#### [Information shown]
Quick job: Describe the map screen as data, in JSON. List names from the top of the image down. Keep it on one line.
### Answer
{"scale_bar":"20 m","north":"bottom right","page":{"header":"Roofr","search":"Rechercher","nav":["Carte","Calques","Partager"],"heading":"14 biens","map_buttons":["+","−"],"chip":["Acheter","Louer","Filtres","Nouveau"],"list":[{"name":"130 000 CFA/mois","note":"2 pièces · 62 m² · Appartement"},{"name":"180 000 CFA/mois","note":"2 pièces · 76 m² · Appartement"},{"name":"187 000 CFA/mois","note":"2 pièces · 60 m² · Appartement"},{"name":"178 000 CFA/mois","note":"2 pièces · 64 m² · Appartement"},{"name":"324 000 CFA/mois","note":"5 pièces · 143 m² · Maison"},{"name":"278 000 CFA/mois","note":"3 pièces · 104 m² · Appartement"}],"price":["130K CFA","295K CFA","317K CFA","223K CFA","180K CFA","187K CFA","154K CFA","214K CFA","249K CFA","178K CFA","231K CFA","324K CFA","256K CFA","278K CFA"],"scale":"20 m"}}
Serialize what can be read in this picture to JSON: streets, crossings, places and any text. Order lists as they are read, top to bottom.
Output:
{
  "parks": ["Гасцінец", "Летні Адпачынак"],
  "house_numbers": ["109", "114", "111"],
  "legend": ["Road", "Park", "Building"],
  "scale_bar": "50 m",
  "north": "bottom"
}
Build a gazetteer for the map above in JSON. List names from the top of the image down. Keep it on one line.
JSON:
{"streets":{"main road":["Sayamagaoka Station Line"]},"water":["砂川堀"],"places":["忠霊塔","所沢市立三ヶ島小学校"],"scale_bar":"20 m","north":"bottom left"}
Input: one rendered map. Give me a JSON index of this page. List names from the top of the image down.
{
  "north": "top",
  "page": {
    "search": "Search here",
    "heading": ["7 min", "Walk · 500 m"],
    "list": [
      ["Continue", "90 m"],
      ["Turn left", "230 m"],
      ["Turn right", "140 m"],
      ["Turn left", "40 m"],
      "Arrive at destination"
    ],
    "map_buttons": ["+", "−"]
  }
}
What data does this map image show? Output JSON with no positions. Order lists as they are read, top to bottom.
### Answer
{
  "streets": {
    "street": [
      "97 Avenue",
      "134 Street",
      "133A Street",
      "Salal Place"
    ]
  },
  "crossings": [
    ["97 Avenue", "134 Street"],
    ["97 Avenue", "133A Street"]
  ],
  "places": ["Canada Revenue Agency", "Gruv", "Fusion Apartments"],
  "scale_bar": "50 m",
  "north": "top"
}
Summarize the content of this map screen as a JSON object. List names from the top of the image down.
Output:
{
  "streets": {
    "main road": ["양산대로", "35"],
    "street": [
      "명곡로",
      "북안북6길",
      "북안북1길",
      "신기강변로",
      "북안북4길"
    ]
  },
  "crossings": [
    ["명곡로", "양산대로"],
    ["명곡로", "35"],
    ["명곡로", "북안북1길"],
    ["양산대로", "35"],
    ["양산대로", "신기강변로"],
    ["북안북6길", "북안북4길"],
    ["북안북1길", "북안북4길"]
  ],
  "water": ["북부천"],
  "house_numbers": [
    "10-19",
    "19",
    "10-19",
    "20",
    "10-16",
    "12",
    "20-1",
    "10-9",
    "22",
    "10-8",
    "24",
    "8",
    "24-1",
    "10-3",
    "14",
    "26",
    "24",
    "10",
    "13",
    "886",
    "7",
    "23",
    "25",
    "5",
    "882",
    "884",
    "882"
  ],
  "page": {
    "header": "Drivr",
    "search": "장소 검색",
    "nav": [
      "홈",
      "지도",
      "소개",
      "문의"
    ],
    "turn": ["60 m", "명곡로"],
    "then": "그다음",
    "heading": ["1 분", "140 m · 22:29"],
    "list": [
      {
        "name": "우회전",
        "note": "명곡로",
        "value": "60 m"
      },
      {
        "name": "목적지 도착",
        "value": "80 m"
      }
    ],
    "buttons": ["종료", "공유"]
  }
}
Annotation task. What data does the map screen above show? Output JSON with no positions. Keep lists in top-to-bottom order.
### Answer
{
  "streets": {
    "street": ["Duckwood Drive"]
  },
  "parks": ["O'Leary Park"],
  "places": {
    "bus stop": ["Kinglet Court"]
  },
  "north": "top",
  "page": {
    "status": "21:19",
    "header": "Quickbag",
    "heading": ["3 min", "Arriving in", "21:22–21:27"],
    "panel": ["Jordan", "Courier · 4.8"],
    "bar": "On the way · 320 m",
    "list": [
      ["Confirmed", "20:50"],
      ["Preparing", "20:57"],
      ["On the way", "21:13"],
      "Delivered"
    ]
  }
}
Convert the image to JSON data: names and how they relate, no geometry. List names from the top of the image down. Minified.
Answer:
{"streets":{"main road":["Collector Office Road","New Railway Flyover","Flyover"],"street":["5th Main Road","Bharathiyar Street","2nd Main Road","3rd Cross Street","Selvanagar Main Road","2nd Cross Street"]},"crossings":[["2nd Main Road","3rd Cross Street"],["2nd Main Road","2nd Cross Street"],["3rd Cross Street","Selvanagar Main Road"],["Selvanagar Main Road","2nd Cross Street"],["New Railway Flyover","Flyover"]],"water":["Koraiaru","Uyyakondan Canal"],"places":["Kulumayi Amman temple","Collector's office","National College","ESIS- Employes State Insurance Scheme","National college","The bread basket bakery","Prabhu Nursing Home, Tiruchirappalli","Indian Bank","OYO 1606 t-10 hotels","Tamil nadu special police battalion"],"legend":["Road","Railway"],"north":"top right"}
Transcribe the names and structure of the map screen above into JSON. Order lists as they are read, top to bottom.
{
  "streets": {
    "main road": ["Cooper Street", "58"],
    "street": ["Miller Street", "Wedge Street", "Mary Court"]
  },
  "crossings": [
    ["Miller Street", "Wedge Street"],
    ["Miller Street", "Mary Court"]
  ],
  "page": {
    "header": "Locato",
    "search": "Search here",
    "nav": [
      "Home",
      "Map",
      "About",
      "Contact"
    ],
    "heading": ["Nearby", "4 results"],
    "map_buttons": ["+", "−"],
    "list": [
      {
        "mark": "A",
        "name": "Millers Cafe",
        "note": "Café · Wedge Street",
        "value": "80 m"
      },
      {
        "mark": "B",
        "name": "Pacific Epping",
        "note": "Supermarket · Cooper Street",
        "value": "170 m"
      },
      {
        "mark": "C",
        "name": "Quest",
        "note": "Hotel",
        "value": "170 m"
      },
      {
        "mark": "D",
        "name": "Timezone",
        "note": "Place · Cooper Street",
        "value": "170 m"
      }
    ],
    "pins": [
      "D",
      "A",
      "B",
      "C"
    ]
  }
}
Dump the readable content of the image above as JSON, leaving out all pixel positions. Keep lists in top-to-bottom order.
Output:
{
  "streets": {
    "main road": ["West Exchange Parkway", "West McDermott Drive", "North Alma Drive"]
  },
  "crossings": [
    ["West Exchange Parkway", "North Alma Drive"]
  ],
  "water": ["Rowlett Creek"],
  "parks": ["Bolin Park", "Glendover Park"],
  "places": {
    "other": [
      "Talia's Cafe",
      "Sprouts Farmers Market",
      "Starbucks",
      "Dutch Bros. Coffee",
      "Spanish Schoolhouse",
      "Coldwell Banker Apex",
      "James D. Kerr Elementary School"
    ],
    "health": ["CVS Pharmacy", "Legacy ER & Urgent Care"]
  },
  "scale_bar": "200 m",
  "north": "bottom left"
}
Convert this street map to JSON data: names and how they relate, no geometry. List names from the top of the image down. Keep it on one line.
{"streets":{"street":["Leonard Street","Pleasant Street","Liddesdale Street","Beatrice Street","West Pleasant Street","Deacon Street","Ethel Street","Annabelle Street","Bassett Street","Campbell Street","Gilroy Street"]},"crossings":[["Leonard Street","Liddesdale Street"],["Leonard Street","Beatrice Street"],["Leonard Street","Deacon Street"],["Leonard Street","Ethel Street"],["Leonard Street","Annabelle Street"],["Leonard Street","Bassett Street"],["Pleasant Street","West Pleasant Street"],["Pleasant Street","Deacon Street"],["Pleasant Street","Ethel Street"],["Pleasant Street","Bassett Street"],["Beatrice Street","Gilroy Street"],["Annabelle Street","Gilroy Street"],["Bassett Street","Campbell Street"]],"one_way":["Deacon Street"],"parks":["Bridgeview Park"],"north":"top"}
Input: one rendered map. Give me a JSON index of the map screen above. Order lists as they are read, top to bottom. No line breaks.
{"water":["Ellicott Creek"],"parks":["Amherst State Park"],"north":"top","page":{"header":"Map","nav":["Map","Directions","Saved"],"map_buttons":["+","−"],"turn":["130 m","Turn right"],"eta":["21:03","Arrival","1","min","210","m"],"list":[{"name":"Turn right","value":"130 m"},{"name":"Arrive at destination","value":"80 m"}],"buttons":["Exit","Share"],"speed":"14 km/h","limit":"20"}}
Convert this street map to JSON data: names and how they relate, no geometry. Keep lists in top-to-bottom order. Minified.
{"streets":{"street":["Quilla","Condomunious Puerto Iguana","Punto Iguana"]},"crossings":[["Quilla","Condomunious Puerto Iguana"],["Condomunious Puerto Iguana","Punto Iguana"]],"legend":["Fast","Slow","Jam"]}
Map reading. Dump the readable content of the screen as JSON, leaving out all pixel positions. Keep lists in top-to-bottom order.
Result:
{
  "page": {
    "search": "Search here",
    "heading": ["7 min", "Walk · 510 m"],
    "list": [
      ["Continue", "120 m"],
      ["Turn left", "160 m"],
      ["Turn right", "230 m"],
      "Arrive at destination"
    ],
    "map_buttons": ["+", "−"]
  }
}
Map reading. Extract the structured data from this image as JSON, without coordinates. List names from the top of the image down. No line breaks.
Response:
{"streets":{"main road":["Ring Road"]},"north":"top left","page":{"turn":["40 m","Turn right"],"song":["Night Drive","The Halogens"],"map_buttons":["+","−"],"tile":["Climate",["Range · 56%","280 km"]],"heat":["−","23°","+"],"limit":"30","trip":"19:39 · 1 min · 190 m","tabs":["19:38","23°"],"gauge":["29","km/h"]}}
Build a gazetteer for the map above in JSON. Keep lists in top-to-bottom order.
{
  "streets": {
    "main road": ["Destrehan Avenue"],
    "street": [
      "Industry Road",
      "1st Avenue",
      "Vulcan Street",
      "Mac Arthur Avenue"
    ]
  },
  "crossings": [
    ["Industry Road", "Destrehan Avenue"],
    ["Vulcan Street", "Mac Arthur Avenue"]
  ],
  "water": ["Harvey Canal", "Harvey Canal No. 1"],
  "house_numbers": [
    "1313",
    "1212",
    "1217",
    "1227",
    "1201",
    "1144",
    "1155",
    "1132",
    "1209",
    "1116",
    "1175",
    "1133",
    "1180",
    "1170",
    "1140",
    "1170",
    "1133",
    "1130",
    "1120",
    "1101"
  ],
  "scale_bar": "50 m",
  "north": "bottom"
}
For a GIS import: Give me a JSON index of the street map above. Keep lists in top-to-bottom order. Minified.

#### [Task requirements]
I would like you to report every line in the listing above that contains "pixel".

#### [Exercise response]
Dump the readable content of the image above as JSON, leaving out all pixel positions. Keep lists in top-to-bottom order.
Map reading. Dump the readable content of the screen as JSON, leaving out all pixel positions. Keep lists in top-to-bottom order.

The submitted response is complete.